Resolving interstate water disputes a complex task
Interstate (River) Water Disputes (ISWDs) are a continuing challenge to the nation
Interstate (River) Water Disputes (ISWDs) are a continuing challenge to the nation. These disputes have a long history and the rulers of the regions or those who governed the areas pre and post independence contributed their mite to the contentious issues by pursuing their narrow interests. The disputes are constitutional, historico-geographical, and because of institutional ambiguities too. Nowadays, politics is adding to the controversies with politicians playing up 'people's demands' to suit their vote banks prolonging the conflicts further. The disputes between the two Telugu States fall into the pattern.
There is no reason why these could not be amicably resolved. AP's efforts to alleviate Rayalaseema water woes have again started fanning the political flames in the two States. It is clear that apart from the constitutional complexities, contentious political federalism and identity-based electoral political dynamics are fueling the ISWDs.
We have 25 major river basins in the country, with most rivers flowing across states. As river basins are shared resources, a coordinated approach between the states, with adequate involvement of the Centre, is necessary for the preservation, equitable distribution and sustainable utilisation of river water. Researchers have always suggested that given India's federal political structure, inter-state disputes require the involvement of the Union government for a federal solution at two levels: between the states involved, and between the Centre and the states.
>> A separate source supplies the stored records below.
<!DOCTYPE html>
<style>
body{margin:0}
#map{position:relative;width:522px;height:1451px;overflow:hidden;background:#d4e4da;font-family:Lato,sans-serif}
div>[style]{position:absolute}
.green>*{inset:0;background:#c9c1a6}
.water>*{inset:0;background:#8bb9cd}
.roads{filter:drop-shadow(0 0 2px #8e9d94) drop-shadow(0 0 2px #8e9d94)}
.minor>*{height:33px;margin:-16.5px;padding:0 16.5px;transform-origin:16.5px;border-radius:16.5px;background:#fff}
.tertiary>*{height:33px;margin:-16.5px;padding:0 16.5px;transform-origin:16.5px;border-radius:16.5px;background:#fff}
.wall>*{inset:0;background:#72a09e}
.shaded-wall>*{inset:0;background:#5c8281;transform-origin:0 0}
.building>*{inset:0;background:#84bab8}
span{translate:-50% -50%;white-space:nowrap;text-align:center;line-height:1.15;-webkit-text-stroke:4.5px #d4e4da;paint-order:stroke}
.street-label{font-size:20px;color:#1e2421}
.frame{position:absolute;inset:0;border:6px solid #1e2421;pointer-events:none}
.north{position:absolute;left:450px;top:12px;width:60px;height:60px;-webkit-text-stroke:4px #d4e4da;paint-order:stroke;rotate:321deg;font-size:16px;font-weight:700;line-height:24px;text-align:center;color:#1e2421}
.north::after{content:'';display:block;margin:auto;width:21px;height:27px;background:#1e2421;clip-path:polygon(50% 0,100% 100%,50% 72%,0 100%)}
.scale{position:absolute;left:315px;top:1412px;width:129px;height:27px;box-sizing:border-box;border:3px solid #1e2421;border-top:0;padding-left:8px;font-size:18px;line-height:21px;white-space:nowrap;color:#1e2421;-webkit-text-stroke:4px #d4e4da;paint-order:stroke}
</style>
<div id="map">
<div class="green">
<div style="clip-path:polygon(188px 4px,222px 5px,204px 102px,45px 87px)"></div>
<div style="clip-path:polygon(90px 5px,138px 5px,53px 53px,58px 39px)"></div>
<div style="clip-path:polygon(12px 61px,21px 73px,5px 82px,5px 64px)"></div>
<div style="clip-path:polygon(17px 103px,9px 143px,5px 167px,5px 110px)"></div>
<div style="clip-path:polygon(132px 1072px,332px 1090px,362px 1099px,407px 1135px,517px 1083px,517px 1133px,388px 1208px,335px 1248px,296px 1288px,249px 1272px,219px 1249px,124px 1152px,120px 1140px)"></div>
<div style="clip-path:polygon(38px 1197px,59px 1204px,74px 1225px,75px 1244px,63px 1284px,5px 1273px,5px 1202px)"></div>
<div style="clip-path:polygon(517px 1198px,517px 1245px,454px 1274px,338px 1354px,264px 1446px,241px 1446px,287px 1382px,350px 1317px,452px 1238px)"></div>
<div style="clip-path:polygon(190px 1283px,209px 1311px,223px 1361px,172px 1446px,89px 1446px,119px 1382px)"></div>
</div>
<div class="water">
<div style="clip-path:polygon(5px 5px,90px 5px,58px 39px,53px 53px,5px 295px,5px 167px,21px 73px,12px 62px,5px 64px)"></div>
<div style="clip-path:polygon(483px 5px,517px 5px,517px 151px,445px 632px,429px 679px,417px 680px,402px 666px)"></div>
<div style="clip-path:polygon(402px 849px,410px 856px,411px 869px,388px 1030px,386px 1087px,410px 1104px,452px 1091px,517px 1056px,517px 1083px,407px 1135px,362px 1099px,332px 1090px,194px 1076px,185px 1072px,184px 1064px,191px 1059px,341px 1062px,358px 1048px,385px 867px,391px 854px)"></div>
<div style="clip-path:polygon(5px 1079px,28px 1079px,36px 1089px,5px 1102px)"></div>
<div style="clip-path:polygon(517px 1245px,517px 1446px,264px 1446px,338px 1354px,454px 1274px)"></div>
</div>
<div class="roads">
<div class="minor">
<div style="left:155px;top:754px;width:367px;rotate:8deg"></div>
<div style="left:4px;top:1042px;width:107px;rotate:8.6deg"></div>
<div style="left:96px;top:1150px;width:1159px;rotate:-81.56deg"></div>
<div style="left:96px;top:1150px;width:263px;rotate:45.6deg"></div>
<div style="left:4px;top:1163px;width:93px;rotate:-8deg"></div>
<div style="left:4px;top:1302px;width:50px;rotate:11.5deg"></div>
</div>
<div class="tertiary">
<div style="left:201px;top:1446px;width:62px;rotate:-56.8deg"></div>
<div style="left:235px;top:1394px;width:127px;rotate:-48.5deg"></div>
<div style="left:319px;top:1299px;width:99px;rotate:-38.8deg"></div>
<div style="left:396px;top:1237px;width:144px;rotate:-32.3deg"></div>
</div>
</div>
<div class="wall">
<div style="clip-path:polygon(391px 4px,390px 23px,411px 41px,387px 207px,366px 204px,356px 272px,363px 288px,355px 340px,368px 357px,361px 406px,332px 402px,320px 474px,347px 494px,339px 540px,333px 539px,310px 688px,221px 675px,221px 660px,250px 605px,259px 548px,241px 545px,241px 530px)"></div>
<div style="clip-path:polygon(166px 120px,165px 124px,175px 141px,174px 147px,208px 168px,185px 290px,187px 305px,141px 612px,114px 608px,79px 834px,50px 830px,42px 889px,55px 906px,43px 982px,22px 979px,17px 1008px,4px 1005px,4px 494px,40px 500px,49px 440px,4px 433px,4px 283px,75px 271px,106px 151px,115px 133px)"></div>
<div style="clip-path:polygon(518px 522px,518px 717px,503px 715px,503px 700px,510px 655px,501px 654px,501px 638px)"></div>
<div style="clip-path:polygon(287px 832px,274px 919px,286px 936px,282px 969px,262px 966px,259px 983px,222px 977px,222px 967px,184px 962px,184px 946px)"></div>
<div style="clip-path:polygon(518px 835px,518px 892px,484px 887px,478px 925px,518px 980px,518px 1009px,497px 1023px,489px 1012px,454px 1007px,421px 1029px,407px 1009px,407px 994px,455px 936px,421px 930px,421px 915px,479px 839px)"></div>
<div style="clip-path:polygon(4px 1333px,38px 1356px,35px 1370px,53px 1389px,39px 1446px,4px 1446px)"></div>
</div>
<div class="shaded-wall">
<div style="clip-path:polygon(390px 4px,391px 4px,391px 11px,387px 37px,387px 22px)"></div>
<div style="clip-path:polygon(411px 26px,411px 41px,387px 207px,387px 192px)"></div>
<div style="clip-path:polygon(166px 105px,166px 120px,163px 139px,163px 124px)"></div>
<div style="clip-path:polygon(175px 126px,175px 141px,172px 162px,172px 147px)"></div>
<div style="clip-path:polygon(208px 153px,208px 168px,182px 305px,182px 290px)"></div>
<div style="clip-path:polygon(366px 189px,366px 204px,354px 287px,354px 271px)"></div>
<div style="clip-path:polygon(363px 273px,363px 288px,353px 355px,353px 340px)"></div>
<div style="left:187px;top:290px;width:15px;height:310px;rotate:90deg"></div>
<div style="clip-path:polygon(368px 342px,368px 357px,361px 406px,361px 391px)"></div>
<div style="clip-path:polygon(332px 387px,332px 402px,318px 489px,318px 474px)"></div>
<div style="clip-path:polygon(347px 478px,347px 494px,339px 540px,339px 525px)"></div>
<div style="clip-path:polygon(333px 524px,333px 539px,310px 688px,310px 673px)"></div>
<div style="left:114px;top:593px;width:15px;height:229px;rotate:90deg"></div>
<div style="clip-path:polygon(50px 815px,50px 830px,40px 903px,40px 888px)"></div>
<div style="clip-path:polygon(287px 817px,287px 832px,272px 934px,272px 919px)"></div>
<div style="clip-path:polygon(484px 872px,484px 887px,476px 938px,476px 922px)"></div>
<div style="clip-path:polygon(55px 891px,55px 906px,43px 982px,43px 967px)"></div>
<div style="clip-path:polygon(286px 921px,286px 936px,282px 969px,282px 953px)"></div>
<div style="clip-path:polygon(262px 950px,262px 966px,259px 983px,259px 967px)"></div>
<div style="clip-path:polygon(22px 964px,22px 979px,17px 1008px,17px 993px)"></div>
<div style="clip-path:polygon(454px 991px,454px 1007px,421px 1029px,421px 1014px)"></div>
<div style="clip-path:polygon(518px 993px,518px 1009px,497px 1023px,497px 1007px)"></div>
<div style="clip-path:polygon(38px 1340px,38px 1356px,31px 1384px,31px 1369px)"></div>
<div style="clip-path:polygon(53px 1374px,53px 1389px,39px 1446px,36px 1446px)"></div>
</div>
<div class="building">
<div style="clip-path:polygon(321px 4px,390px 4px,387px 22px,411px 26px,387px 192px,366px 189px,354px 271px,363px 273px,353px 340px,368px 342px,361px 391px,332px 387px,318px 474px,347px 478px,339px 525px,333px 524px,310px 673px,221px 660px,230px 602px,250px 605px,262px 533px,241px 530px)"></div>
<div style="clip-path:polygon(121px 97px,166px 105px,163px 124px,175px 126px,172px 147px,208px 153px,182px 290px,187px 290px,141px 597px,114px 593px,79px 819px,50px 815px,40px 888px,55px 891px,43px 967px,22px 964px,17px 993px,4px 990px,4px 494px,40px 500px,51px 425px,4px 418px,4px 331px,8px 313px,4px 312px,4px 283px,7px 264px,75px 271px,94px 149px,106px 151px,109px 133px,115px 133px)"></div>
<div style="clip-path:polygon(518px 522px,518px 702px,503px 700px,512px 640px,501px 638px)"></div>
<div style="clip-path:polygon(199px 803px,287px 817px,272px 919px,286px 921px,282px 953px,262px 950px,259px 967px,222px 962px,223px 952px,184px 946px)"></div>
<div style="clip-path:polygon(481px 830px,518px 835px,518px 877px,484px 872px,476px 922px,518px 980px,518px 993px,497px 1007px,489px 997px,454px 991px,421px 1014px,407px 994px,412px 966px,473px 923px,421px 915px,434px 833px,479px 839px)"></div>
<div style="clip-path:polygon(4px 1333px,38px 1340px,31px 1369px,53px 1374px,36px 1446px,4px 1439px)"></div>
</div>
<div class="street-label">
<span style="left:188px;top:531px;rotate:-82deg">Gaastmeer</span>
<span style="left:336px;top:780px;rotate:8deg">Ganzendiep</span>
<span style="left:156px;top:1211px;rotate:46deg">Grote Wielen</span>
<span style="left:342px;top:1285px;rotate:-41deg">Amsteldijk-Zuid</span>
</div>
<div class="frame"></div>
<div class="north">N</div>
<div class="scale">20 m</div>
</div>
However, interstate rivers in India have become sites of contestations, fuelled by conflicting perceptions of property rights, flawed economic instruments for food security, the lack of an integrated ecosystems approach, and the prevalence of reductionist hydrology for water resource development. Such conflicts over the possession and control of river water have persisted since the inception of the Indian Republic, with prolonged delays in resolution due to historical, institutional and political factors.
In recent years, increasing water scarcity, a rapid rise in urban and rural demands for freshwater, and contentious political dynamics have further exacerbated the problem. Where does Constitutional failure come in? The traditional justification for keeping interstate rivers under the Centre's purview is that since these rivers are not confined by any boundaries (political or administrative), no State can claim an exclusive right to utilise their waters by depriving another State located downstream.
Interestingly, however, while the Union List mentions "interstate water," the State List simply uses the term "water" to signify what is essentially "surface water" confined within the boundaries of the State. This has allowed States to legislate on the entire extent of surface water available within its borders, regardless of whether the source of the river or its tributary is located outside its boundary or the river is draining into another State.
In this regard, a State only exercises its right to use water for various purposes as long as the Union government deems fit. The moment the Centre steps in the dispute only gets prolonged. Why don't the governments understand this simple matter? There is an urgent need to manage the multiple political challenges with institutional trust for facilitating a public discourse focused on dispute resolution and consensus-building. Will the governments do it at least now?